Problem Statement
- For this assignment, you should take information from a relational database and migrate it to a NoSQL database of your own choosing.
- For the NoSQL database, you may use MongoDB (which we introduced in week 7), Neo4j, or another NoSQL database of your choosing.
- You should also briefly describe the advantages and disadvantages of storing the data in a relational database vs. your NoSQL database.
require(RCurl)
require(RJSONIO)
require(RNeo4j)
devtools::install_github("nicolewhite/RNeo4j")
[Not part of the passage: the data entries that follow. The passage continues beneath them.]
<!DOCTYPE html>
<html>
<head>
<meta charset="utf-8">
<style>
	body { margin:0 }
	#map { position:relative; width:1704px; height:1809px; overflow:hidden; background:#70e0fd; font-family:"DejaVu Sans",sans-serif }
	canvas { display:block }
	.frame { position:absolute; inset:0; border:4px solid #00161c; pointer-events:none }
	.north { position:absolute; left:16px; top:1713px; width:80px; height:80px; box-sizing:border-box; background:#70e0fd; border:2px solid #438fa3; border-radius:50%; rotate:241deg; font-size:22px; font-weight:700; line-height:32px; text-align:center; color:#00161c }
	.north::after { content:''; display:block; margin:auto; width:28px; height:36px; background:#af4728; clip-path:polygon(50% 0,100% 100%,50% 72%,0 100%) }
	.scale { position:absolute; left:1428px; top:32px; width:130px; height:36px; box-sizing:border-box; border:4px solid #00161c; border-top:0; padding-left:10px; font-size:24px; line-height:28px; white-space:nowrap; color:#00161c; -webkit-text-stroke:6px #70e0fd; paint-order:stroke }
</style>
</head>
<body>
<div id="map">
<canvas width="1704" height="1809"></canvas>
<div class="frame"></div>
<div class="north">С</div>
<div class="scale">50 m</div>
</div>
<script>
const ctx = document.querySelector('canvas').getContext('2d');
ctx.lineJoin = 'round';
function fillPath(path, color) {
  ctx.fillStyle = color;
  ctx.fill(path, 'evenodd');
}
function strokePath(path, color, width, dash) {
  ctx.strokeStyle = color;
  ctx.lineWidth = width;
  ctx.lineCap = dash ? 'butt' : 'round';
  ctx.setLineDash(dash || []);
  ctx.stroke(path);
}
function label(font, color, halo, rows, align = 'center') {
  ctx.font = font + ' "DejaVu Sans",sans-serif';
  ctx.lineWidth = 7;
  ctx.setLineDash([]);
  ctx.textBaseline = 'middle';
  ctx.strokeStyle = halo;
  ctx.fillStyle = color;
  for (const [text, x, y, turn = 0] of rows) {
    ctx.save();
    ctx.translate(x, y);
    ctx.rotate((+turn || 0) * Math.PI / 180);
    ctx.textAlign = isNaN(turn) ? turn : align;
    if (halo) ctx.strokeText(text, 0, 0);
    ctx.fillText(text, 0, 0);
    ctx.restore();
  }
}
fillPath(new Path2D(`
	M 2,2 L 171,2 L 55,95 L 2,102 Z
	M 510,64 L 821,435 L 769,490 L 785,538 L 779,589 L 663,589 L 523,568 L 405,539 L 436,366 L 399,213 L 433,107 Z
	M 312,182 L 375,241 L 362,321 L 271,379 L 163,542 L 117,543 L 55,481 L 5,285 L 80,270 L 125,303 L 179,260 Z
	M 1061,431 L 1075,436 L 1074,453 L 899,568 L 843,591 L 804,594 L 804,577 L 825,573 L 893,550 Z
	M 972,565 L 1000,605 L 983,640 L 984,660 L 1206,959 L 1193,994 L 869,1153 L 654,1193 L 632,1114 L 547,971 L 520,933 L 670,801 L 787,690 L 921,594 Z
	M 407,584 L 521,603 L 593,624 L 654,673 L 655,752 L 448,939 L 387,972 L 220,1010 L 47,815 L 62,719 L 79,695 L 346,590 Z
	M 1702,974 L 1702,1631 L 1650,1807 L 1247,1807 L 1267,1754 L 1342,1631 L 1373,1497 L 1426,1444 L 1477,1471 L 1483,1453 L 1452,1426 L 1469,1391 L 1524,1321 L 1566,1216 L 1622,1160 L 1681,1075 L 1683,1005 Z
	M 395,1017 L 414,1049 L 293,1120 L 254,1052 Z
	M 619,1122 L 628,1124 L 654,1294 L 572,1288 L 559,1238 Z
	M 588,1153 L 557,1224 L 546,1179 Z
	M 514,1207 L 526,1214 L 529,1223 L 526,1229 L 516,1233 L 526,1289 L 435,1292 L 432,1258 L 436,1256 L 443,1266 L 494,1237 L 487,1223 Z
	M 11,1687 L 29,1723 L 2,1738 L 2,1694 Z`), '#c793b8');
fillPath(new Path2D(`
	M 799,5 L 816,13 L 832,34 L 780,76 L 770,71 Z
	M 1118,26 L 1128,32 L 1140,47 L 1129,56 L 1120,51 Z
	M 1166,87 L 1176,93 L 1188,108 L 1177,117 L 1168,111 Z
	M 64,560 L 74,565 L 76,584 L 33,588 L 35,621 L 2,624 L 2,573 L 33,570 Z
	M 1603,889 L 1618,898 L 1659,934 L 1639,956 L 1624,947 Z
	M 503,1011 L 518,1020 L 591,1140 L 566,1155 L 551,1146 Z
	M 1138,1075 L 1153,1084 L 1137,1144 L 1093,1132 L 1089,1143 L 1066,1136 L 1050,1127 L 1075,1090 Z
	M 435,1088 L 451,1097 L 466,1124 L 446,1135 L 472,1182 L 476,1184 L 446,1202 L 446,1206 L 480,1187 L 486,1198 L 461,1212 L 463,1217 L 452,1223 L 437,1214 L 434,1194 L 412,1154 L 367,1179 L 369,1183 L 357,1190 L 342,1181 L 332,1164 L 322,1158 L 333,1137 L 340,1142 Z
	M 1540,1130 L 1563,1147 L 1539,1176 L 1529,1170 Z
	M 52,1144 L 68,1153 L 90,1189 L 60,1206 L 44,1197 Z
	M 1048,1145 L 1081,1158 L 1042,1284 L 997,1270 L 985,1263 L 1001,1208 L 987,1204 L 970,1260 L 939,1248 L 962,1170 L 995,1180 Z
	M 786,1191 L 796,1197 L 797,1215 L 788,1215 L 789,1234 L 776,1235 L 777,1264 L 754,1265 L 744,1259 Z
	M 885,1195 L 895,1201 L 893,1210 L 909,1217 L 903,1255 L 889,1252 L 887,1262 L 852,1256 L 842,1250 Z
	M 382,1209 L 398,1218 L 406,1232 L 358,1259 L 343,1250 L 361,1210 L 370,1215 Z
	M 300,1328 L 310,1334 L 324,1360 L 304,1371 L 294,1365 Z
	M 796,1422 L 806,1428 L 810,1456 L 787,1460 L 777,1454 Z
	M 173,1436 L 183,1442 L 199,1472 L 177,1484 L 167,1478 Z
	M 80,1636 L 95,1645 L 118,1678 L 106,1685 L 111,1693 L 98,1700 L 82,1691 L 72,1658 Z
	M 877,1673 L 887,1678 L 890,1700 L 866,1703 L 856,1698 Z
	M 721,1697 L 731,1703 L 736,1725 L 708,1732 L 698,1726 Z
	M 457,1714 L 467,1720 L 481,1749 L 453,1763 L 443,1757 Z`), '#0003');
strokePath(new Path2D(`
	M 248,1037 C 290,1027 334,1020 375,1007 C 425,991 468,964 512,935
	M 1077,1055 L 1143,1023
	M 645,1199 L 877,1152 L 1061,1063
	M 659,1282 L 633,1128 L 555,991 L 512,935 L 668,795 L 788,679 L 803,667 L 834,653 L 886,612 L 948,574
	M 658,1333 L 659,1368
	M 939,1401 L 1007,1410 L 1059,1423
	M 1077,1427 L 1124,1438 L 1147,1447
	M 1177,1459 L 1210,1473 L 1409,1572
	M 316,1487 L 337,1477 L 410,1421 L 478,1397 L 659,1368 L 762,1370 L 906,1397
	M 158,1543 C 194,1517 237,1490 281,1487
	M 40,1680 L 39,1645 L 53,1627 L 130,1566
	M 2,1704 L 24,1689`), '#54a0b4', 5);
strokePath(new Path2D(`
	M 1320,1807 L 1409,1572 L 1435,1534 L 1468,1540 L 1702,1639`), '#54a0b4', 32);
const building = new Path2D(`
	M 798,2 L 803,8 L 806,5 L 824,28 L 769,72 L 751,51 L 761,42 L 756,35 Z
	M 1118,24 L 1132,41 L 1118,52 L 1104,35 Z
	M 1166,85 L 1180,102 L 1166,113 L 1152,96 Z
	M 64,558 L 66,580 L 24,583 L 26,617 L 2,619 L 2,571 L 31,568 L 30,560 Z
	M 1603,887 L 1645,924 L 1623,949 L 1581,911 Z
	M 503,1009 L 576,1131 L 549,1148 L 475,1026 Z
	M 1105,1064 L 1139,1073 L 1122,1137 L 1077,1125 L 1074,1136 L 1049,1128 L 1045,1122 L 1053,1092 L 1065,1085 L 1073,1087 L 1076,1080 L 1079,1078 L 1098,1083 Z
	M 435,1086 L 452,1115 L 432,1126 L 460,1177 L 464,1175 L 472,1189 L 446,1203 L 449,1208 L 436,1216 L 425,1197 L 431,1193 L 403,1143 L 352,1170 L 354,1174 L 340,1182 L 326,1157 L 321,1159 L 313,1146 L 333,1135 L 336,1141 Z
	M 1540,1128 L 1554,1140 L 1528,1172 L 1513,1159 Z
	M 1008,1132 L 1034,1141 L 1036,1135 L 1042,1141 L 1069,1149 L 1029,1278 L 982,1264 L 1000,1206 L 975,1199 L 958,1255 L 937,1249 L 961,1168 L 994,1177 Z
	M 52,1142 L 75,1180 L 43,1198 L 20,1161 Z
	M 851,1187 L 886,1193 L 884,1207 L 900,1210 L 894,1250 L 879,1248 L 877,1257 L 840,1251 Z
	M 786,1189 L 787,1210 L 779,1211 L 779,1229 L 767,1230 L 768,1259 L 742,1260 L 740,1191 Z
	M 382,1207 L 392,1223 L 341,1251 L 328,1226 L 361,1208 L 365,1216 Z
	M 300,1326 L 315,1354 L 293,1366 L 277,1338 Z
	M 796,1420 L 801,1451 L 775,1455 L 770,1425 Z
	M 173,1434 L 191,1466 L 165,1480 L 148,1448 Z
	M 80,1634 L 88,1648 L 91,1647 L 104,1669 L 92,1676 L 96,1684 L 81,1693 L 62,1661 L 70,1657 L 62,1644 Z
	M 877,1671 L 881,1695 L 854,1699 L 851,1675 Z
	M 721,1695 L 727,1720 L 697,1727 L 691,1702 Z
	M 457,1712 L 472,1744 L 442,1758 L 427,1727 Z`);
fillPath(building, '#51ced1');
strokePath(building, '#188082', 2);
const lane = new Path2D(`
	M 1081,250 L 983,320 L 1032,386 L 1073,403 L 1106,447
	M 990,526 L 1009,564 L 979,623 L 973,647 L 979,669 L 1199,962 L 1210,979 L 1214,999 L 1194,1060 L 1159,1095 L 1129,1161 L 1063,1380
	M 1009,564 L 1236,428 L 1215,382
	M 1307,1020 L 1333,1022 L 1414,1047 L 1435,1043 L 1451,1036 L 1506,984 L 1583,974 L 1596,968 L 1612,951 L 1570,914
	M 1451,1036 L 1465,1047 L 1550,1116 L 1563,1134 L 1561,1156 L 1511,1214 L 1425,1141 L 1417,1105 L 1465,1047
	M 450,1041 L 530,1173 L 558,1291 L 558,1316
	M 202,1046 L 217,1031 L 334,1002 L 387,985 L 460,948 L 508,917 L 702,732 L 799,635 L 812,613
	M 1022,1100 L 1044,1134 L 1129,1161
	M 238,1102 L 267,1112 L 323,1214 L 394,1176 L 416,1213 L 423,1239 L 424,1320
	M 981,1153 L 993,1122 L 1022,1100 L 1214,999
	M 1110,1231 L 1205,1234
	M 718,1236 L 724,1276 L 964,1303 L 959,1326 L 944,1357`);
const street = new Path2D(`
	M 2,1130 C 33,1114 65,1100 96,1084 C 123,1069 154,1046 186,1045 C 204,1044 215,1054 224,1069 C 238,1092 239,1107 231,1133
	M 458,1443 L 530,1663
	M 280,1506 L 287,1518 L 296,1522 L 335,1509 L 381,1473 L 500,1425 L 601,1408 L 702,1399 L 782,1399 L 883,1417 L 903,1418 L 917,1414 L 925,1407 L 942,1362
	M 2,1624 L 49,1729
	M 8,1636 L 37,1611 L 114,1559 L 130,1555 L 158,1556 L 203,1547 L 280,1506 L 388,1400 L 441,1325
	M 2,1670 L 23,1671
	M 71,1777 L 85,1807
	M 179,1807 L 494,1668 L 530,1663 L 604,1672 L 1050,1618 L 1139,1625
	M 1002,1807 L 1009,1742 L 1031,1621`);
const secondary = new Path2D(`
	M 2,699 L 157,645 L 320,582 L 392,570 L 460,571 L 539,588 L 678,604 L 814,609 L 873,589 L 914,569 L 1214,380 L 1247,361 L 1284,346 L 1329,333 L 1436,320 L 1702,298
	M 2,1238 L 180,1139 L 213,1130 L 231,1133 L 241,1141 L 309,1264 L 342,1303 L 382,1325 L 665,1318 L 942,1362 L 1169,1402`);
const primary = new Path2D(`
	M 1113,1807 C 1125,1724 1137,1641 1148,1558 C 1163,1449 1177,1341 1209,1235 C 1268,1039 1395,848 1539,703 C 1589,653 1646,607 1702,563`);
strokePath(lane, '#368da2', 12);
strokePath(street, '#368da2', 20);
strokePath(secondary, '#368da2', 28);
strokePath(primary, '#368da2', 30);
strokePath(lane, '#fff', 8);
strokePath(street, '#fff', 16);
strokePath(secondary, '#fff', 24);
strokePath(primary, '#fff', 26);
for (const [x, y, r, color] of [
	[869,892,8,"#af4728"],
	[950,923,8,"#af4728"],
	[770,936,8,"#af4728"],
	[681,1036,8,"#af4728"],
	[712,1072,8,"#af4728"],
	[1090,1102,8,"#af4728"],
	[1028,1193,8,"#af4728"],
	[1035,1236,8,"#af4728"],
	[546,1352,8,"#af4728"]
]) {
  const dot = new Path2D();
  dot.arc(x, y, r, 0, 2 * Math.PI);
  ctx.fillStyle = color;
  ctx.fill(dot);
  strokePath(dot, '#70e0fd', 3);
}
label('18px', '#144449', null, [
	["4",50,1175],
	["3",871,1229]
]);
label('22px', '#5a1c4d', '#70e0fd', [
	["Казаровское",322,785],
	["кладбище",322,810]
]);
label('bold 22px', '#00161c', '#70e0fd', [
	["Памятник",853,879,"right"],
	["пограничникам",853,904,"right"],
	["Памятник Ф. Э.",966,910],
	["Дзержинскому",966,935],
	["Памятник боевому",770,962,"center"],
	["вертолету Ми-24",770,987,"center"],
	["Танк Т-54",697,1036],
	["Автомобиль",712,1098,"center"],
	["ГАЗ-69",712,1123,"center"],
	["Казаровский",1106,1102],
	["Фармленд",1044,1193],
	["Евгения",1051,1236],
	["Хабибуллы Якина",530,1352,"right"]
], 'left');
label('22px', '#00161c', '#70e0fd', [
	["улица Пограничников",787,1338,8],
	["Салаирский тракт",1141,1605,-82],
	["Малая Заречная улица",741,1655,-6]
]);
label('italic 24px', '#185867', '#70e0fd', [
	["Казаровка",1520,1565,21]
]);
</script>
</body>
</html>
install.packages('RNeo4j', repos="http://cran.rstudio.com/")
library(kableExtra)
For this assignment we used data from Assignment2 - In the week 2 assignemnt data for user reviews for movies ws collected and differnt tables were created to store the user information, survey and movies information.
Below is single Cypher query statement composed of multiple CREATE clauses.This query created Nodes with label Movies and its relationship with Reviewer. The following commands were ran in Neo4j browser.
CREATE (LegoMovie:Movie_607 {title:'Lego Movie2', genre:'Animation'})
CREATE (Laura:Person_607 {name:'Laura Belcher', age:35 , gender:'F'})
CREATE (Elyse:Person_607 {name:'Elyse Johns', age:43 , gender:'F'})
CREATE (Thomas:Person_607 {name:'Thomas Cook', age:20 , gender:'M'})
CREATE (David:Person_607 {name:'David schummer', age:65 , gender:'M'})
CREATE (Chris:Person_607 {name:'Chris Hendry', age:10 , gender:'M'})
CREATE (Jason:Person_607 {name:'Jason Beans', age:29 , gender:'M'})
CREATE (Harshaan:Person_607 {name:'Krisha Malhotra', age:4 , gender:'F'})
CREATE (Kyle:Person_607 {name:'Kyle Jener', age:15 , gender:'F'})
CREATE
(Laura)-[:Average {rating:['Average']}]->(LegoMovie),
(Elyse)-[:Poor {rating:['Poor']}]->(LegoMovie),
(Thomas)-[:Poor {rating:['Poor']}]->(LegoMovie),
(David)-[:Average {rating:['Average']}]->(LegoMovie),
(Chris)-[:Exceptional {rating:['Exceptional']}]->(LegoMovie),
(Jason)-[:Good {rating:['Good']}]->(LegoMovie),
(Harshaan)-[:Exceptional {rating:['Exceptional']}]->(LegoMovie),
(Kyle)-[:NotInterested {rating:['Not Interested']}]->(LegoMovie)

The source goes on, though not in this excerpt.